Let’s therefore try a few standard variance functions available in the nlme package to see whether they improve the model fit. Note that these variance transformations can only be applied to a covariate (continuous predictor)—in this case DML—and not to a factor (categorical predictor) such as Month.
In principle, we could also define custom variance functions so that the variance follows any mathematical relationship we specify and then incorporate them into the GLS model. However, creating such functions is beyond the scope of this tutorial.
vP.DML <- varPower(form= ~DML)
gls.vP.DML <- gls(Testisweight ~ DML*fMONTH,weights = vP.DML, data = squid)
Let’s check whether the varPower structure improved over the best Identity structure (here we will take the one based on month as it had the same fit for the interaction between month and DLS):
anova(gls.I.month,gls.vP.DML)
It is clear that the variance based on a power function of DML improved the model fit. Let’s try the other variance structures:
vCPower.DML <- varConstPower(form=~DML)
The final residuals structure that we will try here is one that combines different variance structures. In this case we can mix them. Let’s try the varIdent for month and the varExp for DML. You can obvious try other combinations as well.
vC.DML.Month <- varComb(varIdent(form =~ 1 | fMONTH) , varExp(form =~ DML))
Let’s run the GLS models for each of these structures:
gls.vCPower.DML <- gls(Testisweight ~ DML*fMONTH,weights = vCPower.DML, data = squid)

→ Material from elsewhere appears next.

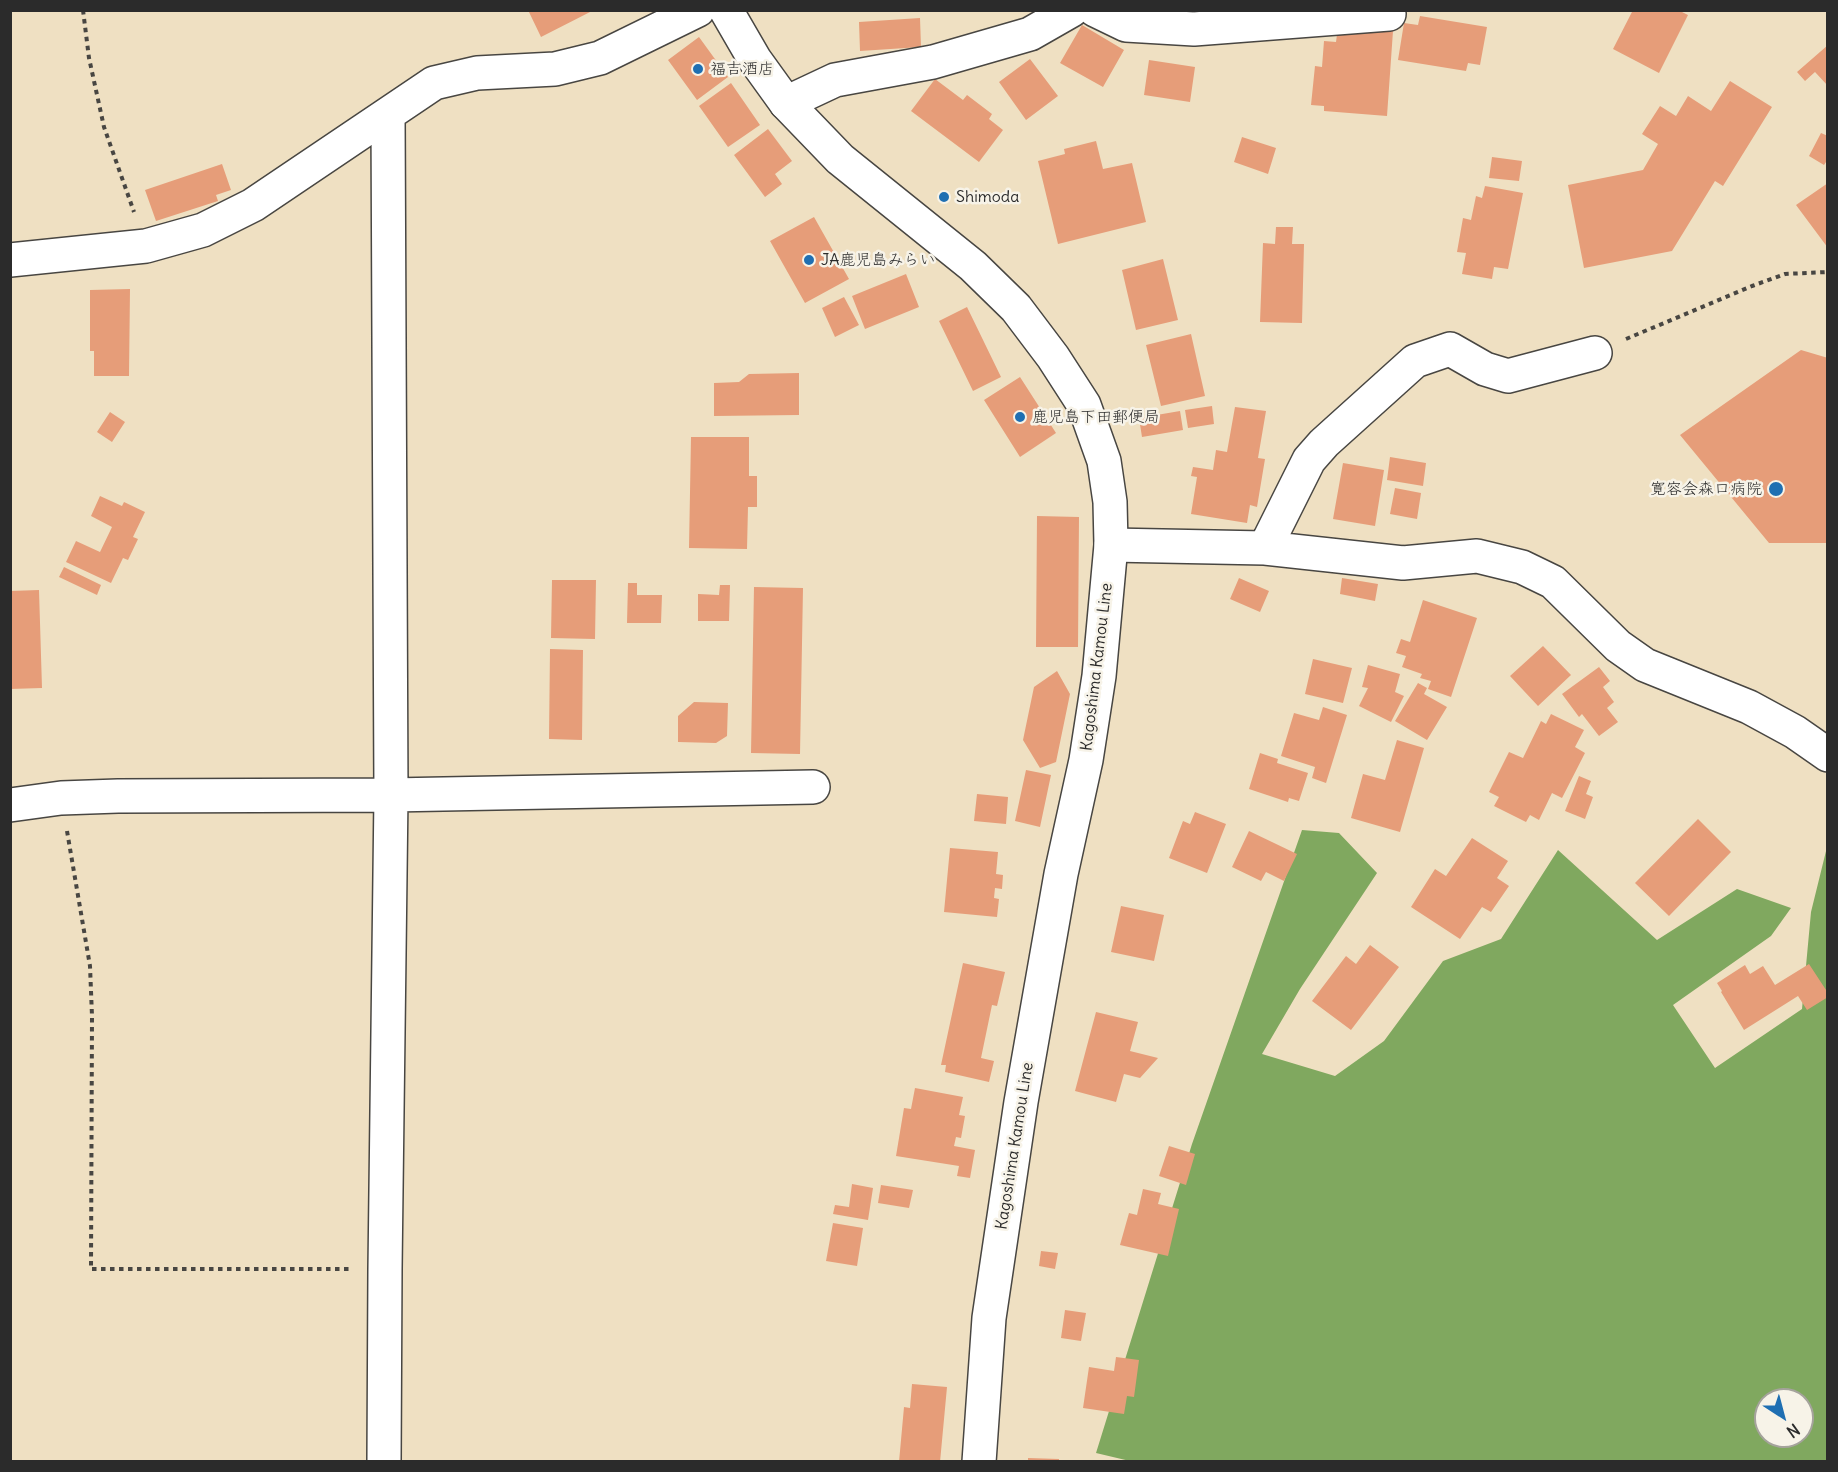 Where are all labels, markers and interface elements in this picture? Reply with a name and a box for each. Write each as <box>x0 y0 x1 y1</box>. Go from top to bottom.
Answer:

gls.vC.DML.Month <- gls(Testisweight ~ DML*fMONTH,weights = vC.DML.Month, data = squid)
Let’s test now these variance structure against each other:
anova(gls.vP.DML,gls.vCPower.DML,gls.vC.DML.Month)
The best weight structure is the combination of variance structures using month and DML. We could certainly had tried other combinations, but let’s stop here.
Now that we have evidence that we can trust the model estimation (i.e., residuals are invariant), let’s interpret the model:
anova(gls.vC.DML.Month)
The most important source of variation is DML but because the interaction is significant, we would need to interpret the slopes for each regression of testis on DML separately (i.e., per month). To do that, it is also important to check for the residuals against DML for each month:
e <- resid(gls.vC.DML.Month, type = "normalized")
coplot(e ~ DML | fMONTH, data = squid)
For most parts they all behave well, and is unlikely that we will get a structure for the residuals that better fit the data than the one we have here. Perhaps if each model is fit separately (i.e., per month) with a difference variance structure, but this would not allow for an easy interpretation of results:
Let’s check for normality:
dev.off() # just in case
qqnorm(gls.vC.DML.Month,col="firebrick",abline = c(0,1))
Looks great!
Since the slopes vary per month, let’s see how they vary through time. For that, we need to regress the response against the predicted values from the best model for each month. We can do that using a loop that goes through each month separately as follows:
plot(squid$Testisweight ~ squid$DML,pch=16,cex=0.5,xlab="DML",ylab="Testis weight")
slopes <- vector()
for (i in 1:12){
# which speciments were found in a particular month:
month <- which(squid$fMONTH == i)
data.tmp <- squid[month,]
vCPower.DML <- varConstPower(form=~DML)
gls.tmp <- gls(Testisweight ~ DML,weights = vCPower.DML,data=data.tmp)
abline(gls.tmp$coefficients[1],gls.tmp$coefficients[2],col=i,lwd=2)
slopes[i]=gls.tmp$coefficients[2]
}
Let’s observe how slopes change across months.
plot(1:12,slopes, xlab = "Month",ylab ="slopes",col="firebrick",pch=15,cex=2)
lm.time.slope <- lm(slopes~c(1:12))
abline(lm.time.slope)
The slopes increase from January to December. This means that the investment in energy for reproduction increases throughout the year. This is likely due to changes in environmental conditions that make reproduction more successful in later months.